DIRECTIONS FOR THIS TASK -
Stop at the line that contains "filter:drop-shadow(0 0 2px". Until then, set down each line of the records exactly, beginning with the first, and skip pictures.

Entries taken from a collection:
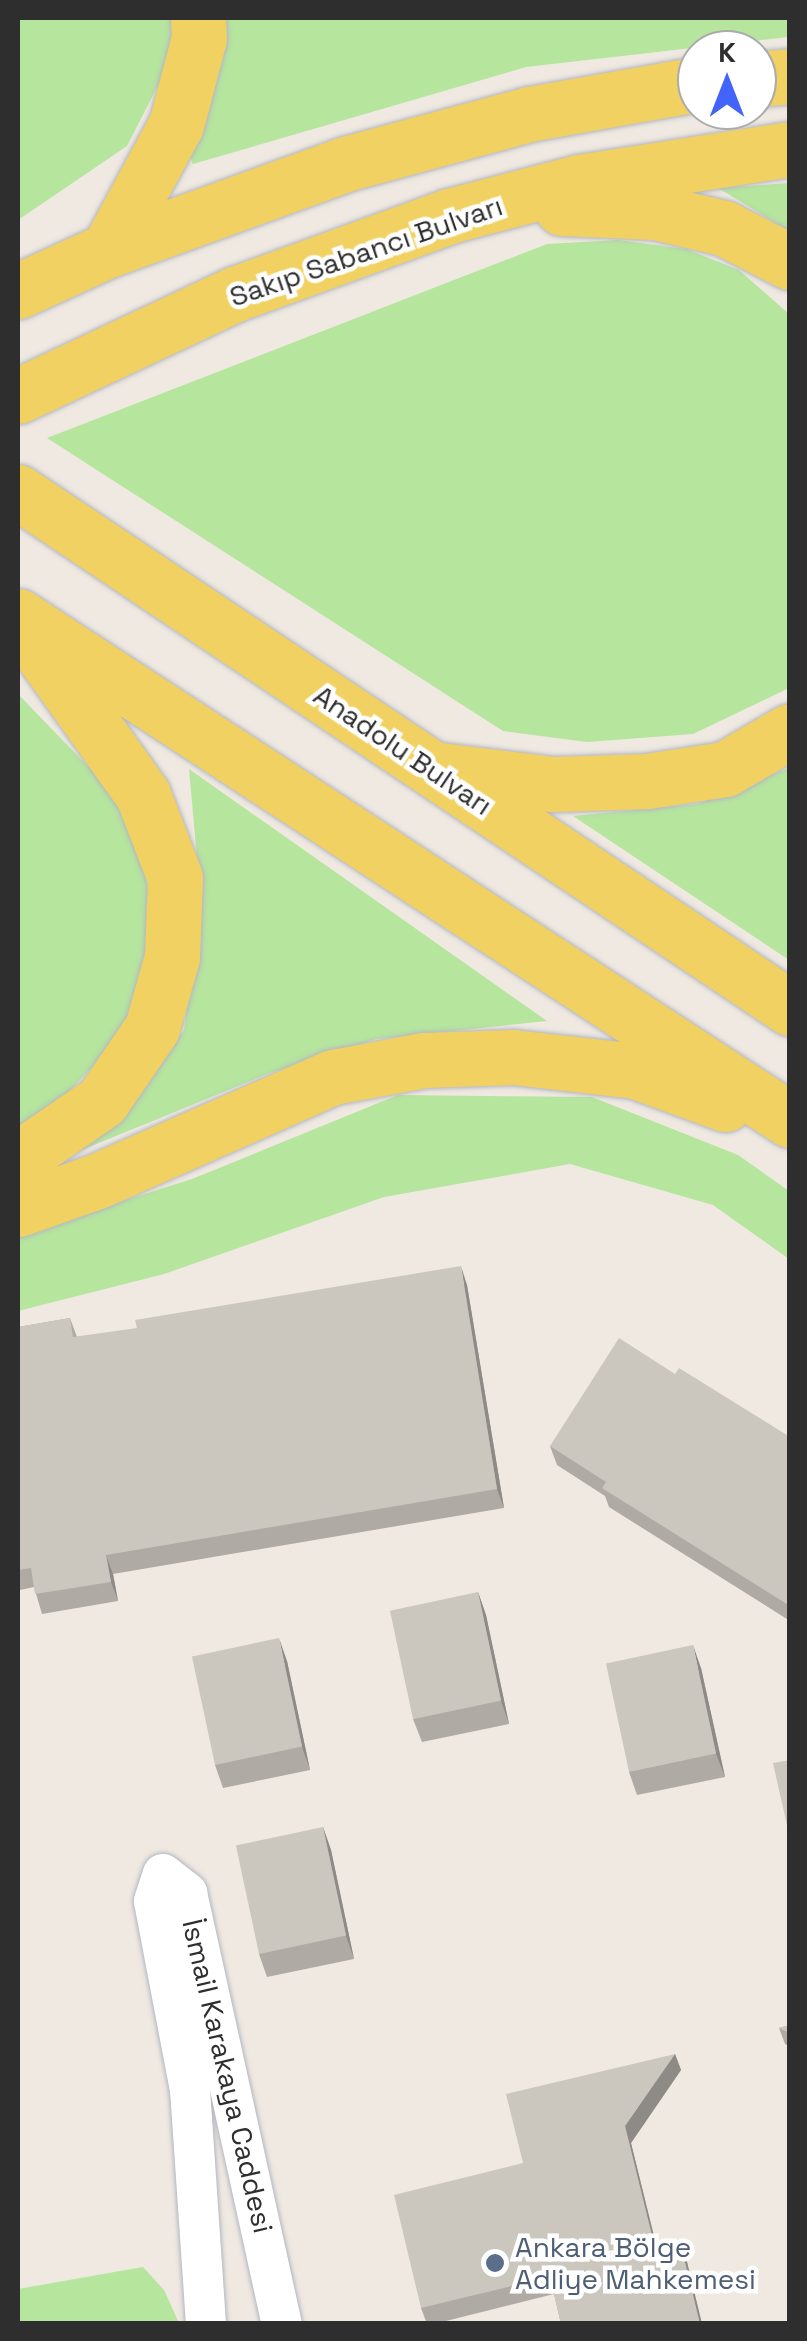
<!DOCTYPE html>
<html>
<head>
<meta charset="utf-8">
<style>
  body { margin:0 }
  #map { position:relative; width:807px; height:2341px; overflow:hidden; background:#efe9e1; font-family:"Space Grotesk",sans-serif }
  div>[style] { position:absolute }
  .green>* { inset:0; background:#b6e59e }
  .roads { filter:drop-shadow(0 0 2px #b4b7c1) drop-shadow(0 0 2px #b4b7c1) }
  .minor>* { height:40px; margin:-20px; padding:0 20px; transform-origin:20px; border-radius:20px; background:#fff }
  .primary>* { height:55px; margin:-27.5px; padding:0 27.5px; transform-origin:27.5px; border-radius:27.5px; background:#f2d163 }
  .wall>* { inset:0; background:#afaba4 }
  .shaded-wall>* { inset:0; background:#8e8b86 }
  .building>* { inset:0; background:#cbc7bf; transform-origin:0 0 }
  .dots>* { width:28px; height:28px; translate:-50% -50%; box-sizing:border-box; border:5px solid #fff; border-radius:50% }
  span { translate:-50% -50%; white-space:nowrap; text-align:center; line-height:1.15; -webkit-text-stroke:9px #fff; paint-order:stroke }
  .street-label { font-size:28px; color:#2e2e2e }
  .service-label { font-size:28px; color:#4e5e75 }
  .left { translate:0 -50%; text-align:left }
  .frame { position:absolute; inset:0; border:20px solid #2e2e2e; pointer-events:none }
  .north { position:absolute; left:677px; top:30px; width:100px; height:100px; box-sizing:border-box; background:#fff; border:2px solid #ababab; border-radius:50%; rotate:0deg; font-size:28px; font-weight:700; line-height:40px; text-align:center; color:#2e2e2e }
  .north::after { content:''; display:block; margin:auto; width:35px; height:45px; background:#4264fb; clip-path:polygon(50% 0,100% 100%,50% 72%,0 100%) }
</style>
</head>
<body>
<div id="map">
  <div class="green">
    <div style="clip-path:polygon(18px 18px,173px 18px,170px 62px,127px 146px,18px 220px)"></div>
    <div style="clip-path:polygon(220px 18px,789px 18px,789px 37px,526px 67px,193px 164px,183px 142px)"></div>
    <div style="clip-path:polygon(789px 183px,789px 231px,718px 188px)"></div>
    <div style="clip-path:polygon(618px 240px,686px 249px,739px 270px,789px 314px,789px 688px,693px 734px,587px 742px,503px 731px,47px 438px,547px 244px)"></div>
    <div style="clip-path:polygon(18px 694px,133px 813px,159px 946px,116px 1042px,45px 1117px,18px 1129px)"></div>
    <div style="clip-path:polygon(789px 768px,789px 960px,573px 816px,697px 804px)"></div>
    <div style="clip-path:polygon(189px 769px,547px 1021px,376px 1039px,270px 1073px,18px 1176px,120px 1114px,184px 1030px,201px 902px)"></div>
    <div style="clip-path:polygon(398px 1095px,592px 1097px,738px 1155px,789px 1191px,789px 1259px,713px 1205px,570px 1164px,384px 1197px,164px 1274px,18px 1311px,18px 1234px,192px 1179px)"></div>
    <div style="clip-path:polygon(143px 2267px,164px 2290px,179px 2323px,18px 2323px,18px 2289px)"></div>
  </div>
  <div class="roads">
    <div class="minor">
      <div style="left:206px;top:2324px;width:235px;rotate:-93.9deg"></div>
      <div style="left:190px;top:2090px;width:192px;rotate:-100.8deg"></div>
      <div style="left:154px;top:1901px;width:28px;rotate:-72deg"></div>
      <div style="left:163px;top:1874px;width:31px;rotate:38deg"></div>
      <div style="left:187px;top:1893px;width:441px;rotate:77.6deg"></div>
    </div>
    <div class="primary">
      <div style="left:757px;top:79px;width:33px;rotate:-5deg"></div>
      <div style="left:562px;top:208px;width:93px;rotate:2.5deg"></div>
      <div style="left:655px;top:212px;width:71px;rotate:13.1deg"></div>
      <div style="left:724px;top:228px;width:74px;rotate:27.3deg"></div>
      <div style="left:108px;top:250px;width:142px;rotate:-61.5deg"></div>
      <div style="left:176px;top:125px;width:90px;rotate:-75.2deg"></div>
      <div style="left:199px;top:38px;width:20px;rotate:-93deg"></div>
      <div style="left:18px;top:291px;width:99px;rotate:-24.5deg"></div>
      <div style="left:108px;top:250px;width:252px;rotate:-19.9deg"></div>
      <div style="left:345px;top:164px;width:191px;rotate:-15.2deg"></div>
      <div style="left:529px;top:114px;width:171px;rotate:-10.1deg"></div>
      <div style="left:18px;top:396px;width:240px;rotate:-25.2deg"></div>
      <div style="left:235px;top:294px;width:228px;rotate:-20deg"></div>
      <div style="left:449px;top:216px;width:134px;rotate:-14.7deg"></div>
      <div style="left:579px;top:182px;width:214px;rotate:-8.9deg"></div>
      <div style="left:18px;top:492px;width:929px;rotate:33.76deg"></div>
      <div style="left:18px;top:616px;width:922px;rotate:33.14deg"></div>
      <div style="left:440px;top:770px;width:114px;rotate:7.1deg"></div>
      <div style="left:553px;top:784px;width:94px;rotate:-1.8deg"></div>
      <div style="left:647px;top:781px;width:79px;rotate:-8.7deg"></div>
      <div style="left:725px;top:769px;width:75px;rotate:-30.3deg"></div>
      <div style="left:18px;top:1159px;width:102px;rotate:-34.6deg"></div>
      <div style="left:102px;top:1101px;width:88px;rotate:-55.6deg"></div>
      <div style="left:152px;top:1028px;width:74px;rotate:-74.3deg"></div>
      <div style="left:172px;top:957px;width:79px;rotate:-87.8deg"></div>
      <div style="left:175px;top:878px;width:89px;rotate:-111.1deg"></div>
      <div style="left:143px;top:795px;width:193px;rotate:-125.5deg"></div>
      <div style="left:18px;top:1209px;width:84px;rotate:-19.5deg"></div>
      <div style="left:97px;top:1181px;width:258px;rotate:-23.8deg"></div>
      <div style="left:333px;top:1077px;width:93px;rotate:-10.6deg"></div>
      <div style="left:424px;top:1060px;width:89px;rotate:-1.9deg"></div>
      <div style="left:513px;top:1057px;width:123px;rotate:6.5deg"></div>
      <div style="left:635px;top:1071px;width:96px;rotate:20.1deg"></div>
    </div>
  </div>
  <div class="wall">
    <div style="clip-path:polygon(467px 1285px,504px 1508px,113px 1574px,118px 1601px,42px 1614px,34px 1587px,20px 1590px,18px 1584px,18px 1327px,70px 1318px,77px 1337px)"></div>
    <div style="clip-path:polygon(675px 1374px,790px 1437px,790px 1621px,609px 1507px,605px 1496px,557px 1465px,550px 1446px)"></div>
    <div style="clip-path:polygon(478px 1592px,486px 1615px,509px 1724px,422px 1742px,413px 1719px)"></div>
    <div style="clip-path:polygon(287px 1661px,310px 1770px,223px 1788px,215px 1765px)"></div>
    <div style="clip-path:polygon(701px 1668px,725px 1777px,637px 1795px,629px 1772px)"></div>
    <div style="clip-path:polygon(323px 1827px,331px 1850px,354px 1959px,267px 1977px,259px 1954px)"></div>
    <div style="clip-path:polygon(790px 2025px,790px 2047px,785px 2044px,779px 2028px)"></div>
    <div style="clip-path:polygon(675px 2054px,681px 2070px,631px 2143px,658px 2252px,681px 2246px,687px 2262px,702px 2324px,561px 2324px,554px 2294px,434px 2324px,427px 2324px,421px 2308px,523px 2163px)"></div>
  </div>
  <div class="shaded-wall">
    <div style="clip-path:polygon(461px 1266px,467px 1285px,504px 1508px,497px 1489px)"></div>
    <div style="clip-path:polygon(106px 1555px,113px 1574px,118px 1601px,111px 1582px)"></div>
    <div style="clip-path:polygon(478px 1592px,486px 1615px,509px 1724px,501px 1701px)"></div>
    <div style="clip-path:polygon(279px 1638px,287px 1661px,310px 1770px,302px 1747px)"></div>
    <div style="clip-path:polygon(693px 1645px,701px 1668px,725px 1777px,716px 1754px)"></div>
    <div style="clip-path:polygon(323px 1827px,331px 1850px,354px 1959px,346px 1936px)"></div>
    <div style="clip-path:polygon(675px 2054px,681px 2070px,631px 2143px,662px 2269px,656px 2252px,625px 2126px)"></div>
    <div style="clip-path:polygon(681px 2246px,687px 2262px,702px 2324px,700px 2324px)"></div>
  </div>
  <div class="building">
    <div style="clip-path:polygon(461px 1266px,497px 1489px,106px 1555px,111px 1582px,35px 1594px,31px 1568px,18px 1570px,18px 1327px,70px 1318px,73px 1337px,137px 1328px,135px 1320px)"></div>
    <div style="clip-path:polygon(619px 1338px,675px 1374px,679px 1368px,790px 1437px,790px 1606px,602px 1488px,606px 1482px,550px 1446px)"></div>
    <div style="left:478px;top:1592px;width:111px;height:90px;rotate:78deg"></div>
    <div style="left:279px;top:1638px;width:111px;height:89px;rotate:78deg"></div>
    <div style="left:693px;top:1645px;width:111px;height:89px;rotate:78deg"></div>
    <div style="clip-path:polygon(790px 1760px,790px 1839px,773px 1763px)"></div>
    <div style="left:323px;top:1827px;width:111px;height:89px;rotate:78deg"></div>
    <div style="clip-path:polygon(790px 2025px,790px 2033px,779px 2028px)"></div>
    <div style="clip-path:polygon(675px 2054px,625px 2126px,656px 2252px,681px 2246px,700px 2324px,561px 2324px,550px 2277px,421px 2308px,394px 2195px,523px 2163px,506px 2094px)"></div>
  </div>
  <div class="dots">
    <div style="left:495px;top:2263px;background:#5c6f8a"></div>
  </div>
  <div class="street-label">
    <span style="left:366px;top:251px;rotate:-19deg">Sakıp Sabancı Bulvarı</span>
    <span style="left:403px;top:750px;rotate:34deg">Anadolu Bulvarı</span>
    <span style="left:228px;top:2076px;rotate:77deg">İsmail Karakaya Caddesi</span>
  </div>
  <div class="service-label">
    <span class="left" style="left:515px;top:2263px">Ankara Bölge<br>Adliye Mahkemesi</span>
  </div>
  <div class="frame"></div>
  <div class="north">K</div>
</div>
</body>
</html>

FINISHED EXERCISE -
<!DOCTYPE html>
<html>
<head>
<meta charset="utf-8">
<style>
  body { margin:0 }
  #map { position:relative; width:807px; height:2341px; overflow:hidden; background:#efe9e1; font-family:"Space Grotesk",sans-serif }
  div>[style] { position:absolute }
  .green>* { inset:0; background:#b6e59e }
  .roads { filter:drop-shadow(0 0 2px #b4b7c1) drop-shadow(0 0 2px #b4b7c1) }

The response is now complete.